I recently reached out as part of my Data Science interview series to David J. Hand.
David has an impressive biography and has contributed a lot to fraud detection and data mining. His answers are insightful and from a statistical point of view. I feel that these academics have a lot to teach us practicing data scientists.
- What project have you worked on do you wish you could go back to, and do better?
I think I always have this feeling about most of the things I have worked on – that, had I been able to spend more time on it, I could have done better. Unfortunately, there are so many things crying out for one’s attention that one has to do the best one can in the time available. Quality of projects probably also has a diminishing returns aspect – spend another day/week/year on a project and you reduce the gap between its current quality and perfection by a half. Which means you never achieve perfection.
- What advice do you have to younger analytics professionals and in particular PhD students in the Sciences?
I generally advise PhD students to find a project which interests them, which is solvable or on which significant headway can be made in the time they have available, and which other people (but not too many) care about. That last point means that others will be interested in the results you get, while the qualification means that there are not also thousands of others working on the problem (because that would mean you would probably be pipped to the post).
- What do you wish you knew earlier about being a statistician? What do you think industrial data scientists have to learn from this?
I think it is important that people recognise that statistics is not a branch of mathematics. Certainly statistics is a mathematical discipline, but so are engineering, physics, and surveying, and we don’t regard them as parts of mathematics. To be a competent professional statistician one needs to understand the mathematics underlying the tools, but one also needs to understand something about the area in which one is applying those tools. And then there are other aspects: it may be necessary, for example, to use a suboptimal method if this means that others can understand and buy in to what you have done. Industrial data scientists need to recognise the fundamental aim of a data scientist is to solve a problem, and to do this one should adopt the best approach for the job, be it a significance test, a likelihood function, or a Bayesian analysis. Data scientists must be pragmatic, not dogmatic. But I’m sure that most practicing data scientists do recognise this.
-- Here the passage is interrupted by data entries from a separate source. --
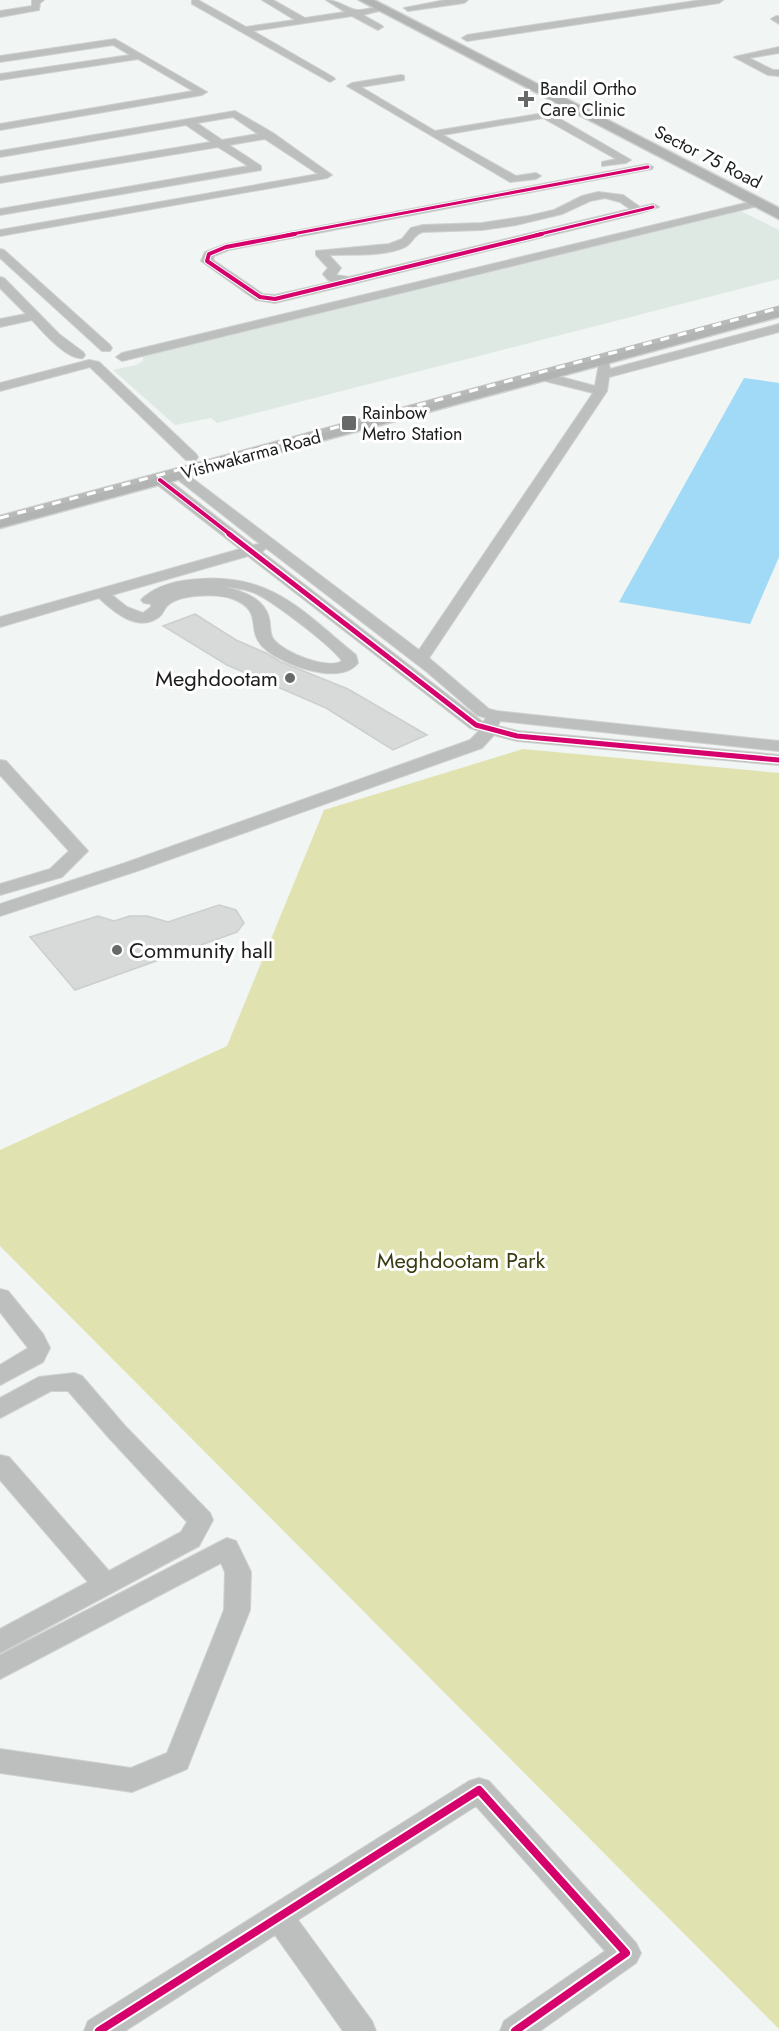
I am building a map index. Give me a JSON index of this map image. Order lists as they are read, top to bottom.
{
  "streets": {
    "street": ["Sector 75 Road", "Vishwakarma Road"]
  },
  "parks": ["Meghdootam Park"],
  "places": {
    "health": ["Bandil Ortho Care Clinic"],
    "transit": ["Rainbow Metro Station"],
    "other": ["Meghdootam", "Community hall"]
  }
}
- How do you respond when you hear the phrase ‘big data’?
Probably a resigned sigh. ‘Big data’ is proclaimed as the answer to humanity’s problems. However, while it’s true that large data sets, a consequence of modern data capture technologies, do hold great promise for interesting and valuable advances, we should not fail to recognise that they also come with considerable technical challenges. The easiest of these lie in the data manipulation aspects of data science (the searching, sorting, and matching of large sets) while the toughest lie in the essentially statistical inferential aspects. The notion that one nowadays has ‘all’ of the data for any particular context is seldom true or relevant. And big data come with the data quality challenges of small data along with new challenges of its own.
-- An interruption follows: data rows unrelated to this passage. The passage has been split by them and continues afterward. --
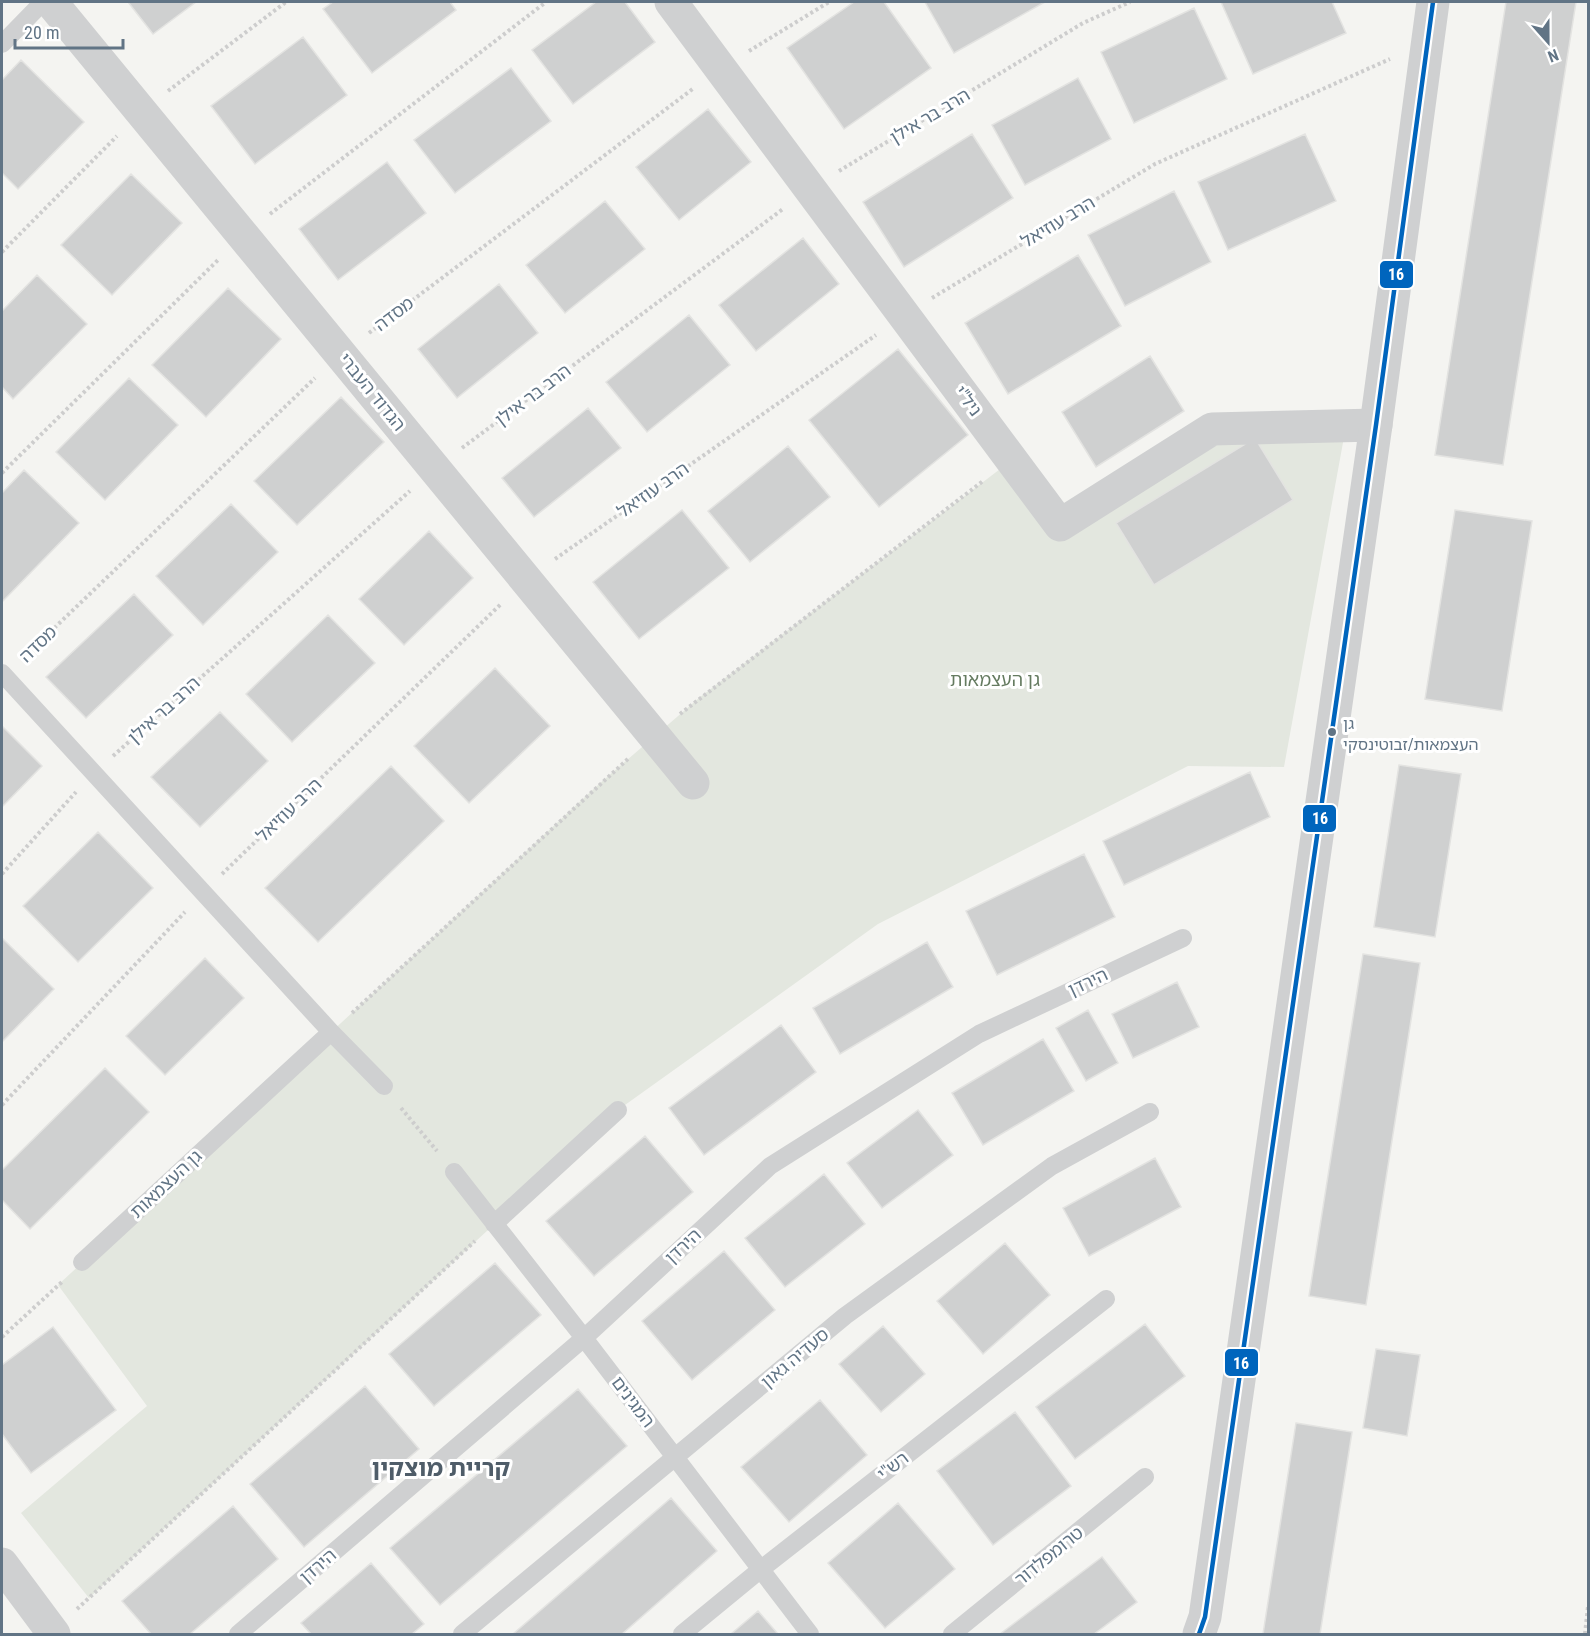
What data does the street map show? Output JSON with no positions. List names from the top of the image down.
{
  "streets": {
    "street": ["הגדוד העברי", "ניל\"י"],
    "lane": [
      "הירדן",
      "גן העצמאות",
      "סעדיה גאון",
      "המגינים",
      "רש\"י",
      "טרומפלדור"
    ],
    "path": ["הרב בר אילן", "הרב עוזיאל", "מסדה"]
  },
  "crossings": [
    ["הרב בר אילן", "הגדוד העברי"],
    ["הרב בר אילן", "ניל\"י"],
    ["הרב עוזיאל", "הגדוד העברי"],
    ["הרב עוזיאל", "ניל\"י"],
    ["מסדה", "הגדוד העברי"],
    ["מסדה", "ניל\"י"],
    ["הירדן", "המגינים"],
    ["סעדיה גאון", "המגינים"],
    ["המגינים", "רש\"י"]
  ],
  "districts": ["קריית מוצקין"],
  "parks": ["גן העצמאות"],
  "places": ["גן העצמאות/זבוטינסקי"],
  "lines": ["transit line 16"],
  "scale_bar": "20 m",
  "north": "bottom"
}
- What is the most exciting thing about your field?
Where to begin! The eminent statistician John Tukey once said ‘the great thing about statistics is that you get to play in everyone’s back yard’, meaning that statisticians can work in medicine, physics, government, economics, finance, education, and so on. The point is that data are evidence, and to extract meaning, information, and knowledge from data you need statistics. The world truly is the statistician’s oyster.
- Do you feel universities will have to adapt to ‘data science’? What do you think will have to be done in say mathematical education to keep up with these trends?
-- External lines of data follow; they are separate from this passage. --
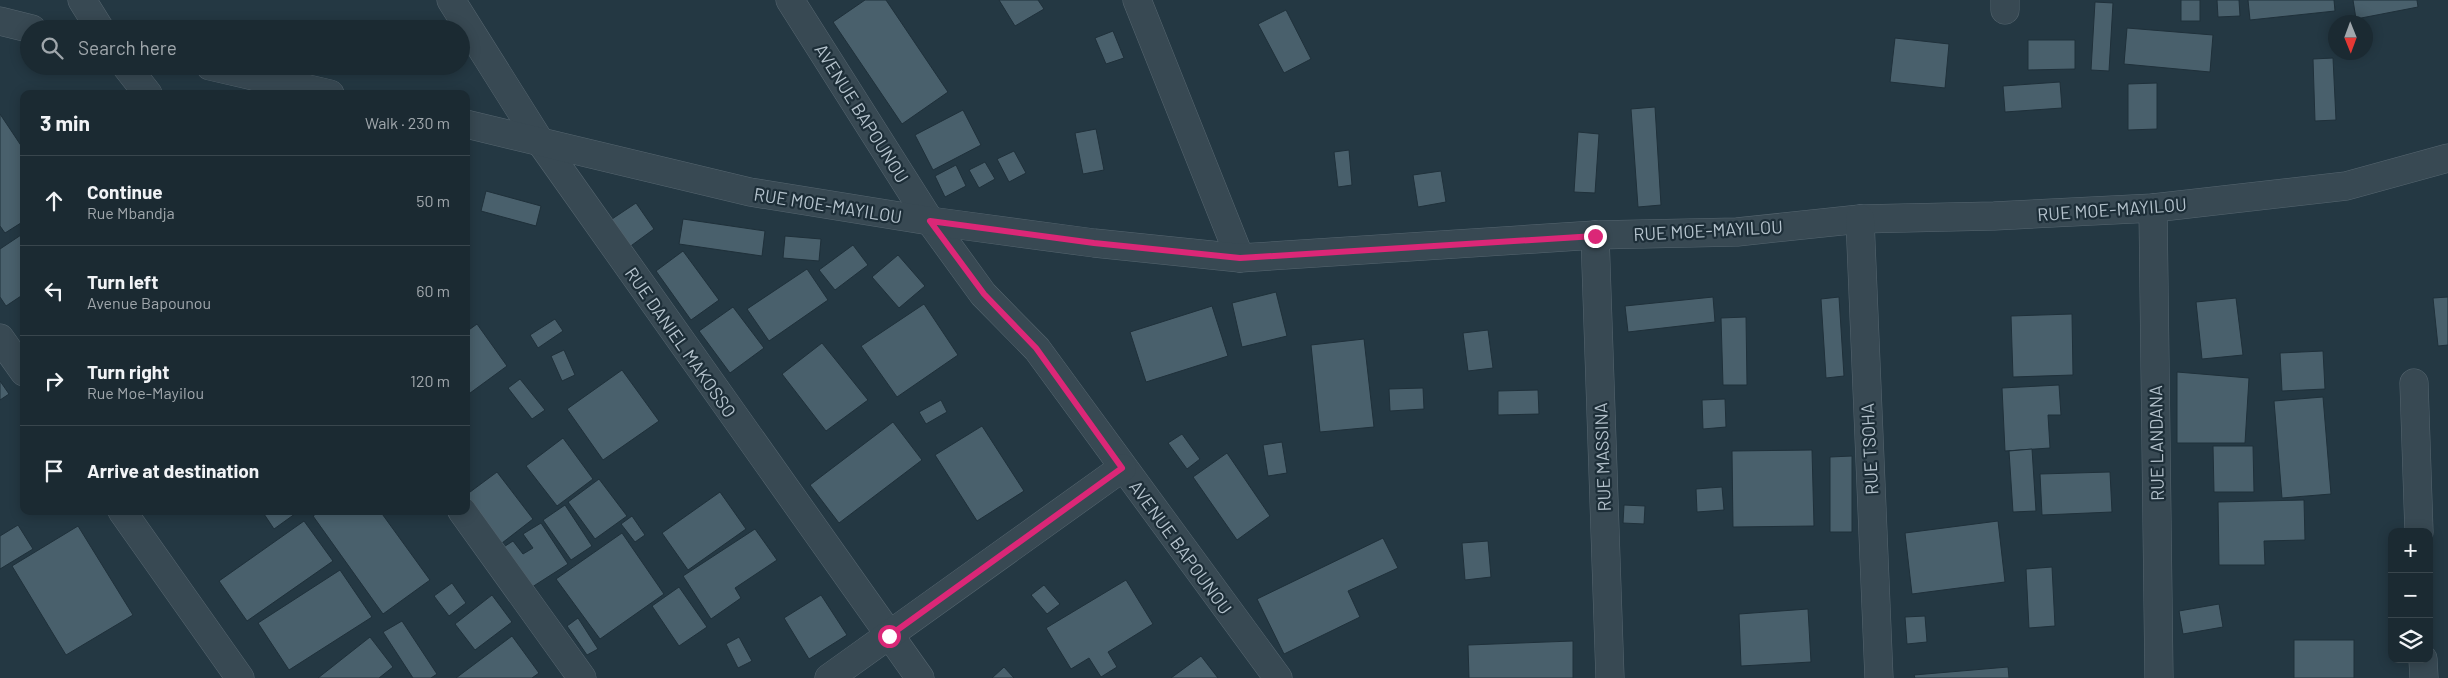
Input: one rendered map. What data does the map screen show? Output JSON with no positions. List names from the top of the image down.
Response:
{
  "streets": {
    "street": [
      "AVENUE BAPOUNOU",
      "RUE MOE-MAYILOU",
      "RUE DANIEL MAKOSSO",
      "RUE LANDANA",
      "RUE TSOHA",
      "RUE MASSINA"
    ]
  },
  "crossings": [
    ["AVENUE BAPOUNOU", "RUE MOE-MAYILOU"],
    ["RUE MOE-MAYILOU", "RUE DANIEL MAKOSSO"],
    ["RUE MOE-MAYILOU", "RUE LANDANA"],
    ["RUE MOE-MAYILOU", "RUE TSOHA"],
    ["RUE MOE-MAYILOU", "RUE MASSINA"]
  ],
  "north": "bottom",
  "page": {
    "search": "Search here",
    "heading": ["3 min", "Walk · 230 m"],
    "list": [
      ["Continue", "Rue Mbandja", "50 m"],
      ["Turn left", "Avenue Bapounou", "60 m"],
      ["Turn right", "Rue Moe-Mayilou", "120 m"],
      "Arrive at destination"
    ],
    "map_buttons": ["+", "−"]
  }
}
Yes, and you can see that this is happening, with many universities establishing data science courses. Data science is mostly statistics, but with a leavening of relevant parts of computer science – some knowledge of databases, search algorithms, matching methods, parallel processing, and so on.
Professor David J. Hand
Imperial College, London
Bio: David Hand is Senior Research Investigator and Emeritus Professor of Mathematics at Imperial College, London, and Chief Scientific Advisor to Winton Capital Management. He is a Fellow of the British Academy, and a recipient of the Guy Medal of the Royal Statistical Society. He has served (twice) as President of the Royal Statistical Society, and is on the Board of the UK Statistics Authority. He has published 300 scientific papers and 26 books. He has broad research interests in areas including classification, data mining, anomaly detection, and the foundations of statistics. His applications interests include psychology, physics, and the retail credit industry – he and his research group won the 2012 Credit Collections and Risk Award for Contributions to the Credit Industry. He was made OBE for services to research and innovation in 2013.